TheDancingDjinn2:18 pm 31 Oct 12

YeahBuddy said :

TheDancingDjinn said :

YeahBuddy said :

Surely it’s time to start forcing smokers into government funded stop smoking programs for their own good.

What about the fat people? Can we force them to join Weight Watchers or the gym?

And on another note – why is it not PC to call a fat person fat, but you can bag smokers? New research has actually shown that being fat is worse for your health long term than smoking (and don’t ask me to find it and post a link, I don’t have the time nor inclination, search yourself).

how does someone’s weight infringe on your life? apart from people’s beliefs that they have health issues that need hospital treatment. Someone’s smoking can make others sick, i used to smoke – it was not difficult for me not to smoke near entrance ways, and it was not hard for me to put my cigarette out before i threw it away, and it wasn’t hard for me to make sure my smoke didn’t go near some other peoples kids – those people and children didn’t chose to ruin their lungs – i was that moron.
Being heavy and smoking are both bad for your body, and they are both things we are never going to be able to control in others. If people want to do it then let them do it – as long as it doesn’t infringe on you, what do you care?
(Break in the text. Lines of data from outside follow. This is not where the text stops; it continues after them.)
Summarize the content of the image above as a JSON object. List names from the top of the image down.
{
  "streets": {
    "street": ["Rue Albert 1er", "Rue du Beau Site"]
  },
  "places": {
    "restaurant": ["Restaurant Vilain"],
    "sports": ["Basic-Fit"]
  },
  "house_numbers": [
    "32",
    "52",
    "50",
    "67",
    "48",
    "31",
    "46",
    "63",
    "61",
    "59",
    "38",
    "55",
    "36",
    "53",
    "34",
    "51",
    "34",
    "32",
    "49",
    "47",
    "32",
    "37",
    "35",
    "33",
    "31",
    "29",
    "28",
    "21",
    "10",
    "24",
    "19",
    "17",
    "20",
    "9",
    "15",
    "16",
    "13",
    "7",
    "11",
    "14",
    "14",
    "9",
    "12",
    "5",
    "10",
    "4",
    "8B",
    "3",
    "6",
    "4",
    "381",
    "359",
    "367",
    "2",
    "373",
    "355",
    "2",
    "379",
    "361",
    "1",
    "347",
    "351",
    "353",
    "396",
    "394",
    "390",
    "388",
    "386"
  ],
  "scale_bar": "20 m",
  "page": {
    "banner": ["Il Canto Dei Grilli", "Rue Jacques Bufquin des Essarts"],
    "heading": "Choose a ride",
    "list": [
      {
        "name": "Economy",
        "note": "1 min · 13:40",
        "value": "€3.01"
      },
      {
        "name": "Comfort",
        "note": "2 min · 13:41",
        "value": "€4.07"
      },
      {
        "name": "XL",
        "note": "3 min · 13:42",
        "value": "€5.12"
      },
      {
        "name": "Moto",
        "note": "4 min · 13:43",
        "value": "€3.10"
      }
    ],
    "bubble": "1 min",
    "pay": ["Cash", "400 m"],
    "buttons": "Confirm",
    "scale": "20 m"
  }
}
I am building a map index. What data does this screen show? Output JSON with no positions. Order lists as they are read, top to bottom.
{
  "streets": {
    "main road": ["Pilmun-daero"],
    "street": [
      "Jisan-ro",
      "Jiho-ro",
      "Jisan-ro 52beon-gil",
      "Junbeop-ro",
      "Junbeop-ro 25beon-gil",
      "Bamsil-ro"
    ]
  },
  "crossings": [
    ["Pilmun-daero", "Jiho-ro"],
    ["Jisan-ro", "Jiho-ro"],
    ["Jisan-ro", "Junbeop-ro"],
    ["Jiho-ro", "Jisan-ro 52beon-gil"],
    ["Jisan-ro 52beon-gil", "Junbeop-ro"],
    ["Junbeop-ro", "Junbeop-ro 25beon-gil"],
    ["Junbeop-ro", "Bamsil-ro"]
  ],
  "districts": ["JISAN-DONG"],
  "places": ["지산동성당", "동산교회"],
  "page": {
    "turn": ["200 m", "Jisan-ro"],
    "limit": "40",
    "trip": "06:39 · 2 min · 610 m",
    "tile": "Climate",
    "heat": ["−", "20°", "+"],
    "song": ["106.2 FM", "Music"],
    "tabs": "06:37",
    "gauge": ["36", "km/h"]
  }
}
I was expecting way worse than that (probably still coming though!). I agree, your weight has no impact on me, and neither does someone else’s choice to smoke …. until you start throwing around that “cost to public health” argument, and then it affects us all. And to be perfectly honest, I don’t care if you smoke, or if you are overweight, I just think it is unfair that smoker’s cop it worse. Start a scare campain about the effects of being overweight and tax fatties for their unhealthy food.

I am neither fat nor a smoker… i once was both but no longer ( i mentioned that in my first post ) and i agree i think its bullshit that either of them cop crap from people. But it wont stop them eating or smoking and it wont stop people thinking its ok to put their 2c in about another persons life. People are sucky – its true.

HenryBG said :

NoImRight said :

So obesity is a choice and the taxpayers shouldnt have to pay but private schools are a…….?

um…a red herring? An irrelevant tangent?
(As well as being a far more efficient and effective alternative provider of education, of course).

How about a “hypocritical double standard that even its fans know they should avoid trying to justify whenever possible”?

Could we please have the pool-room quotes back? I would like to nominate HenryBG’s “I also knew a woman who was obese.”

NoImRight said :

So obesity is a choice and the taxpayers shouldnt have to pay but private schools are a…….?

um…a red herring? An irrelevant tangent?
(As well as being a far more efficient and effective alternative provider of education, of course).

HenryBG said :

TheDancingDjinn said :

YeahBuddy said :

Surely it’s time to start forcing smokers into government funded stop smoking programs for their own good.

What about the fat people? Can we force them to join Weight Watchers or the gym?

And on another note – why is it not PC to call a fat person fat, but you can bag smokers? New research has actually shown that being fat is worse for your health long term than smoking (and don’t ask me to find it and post a link, I don’t have the time nor inclination, search yourself).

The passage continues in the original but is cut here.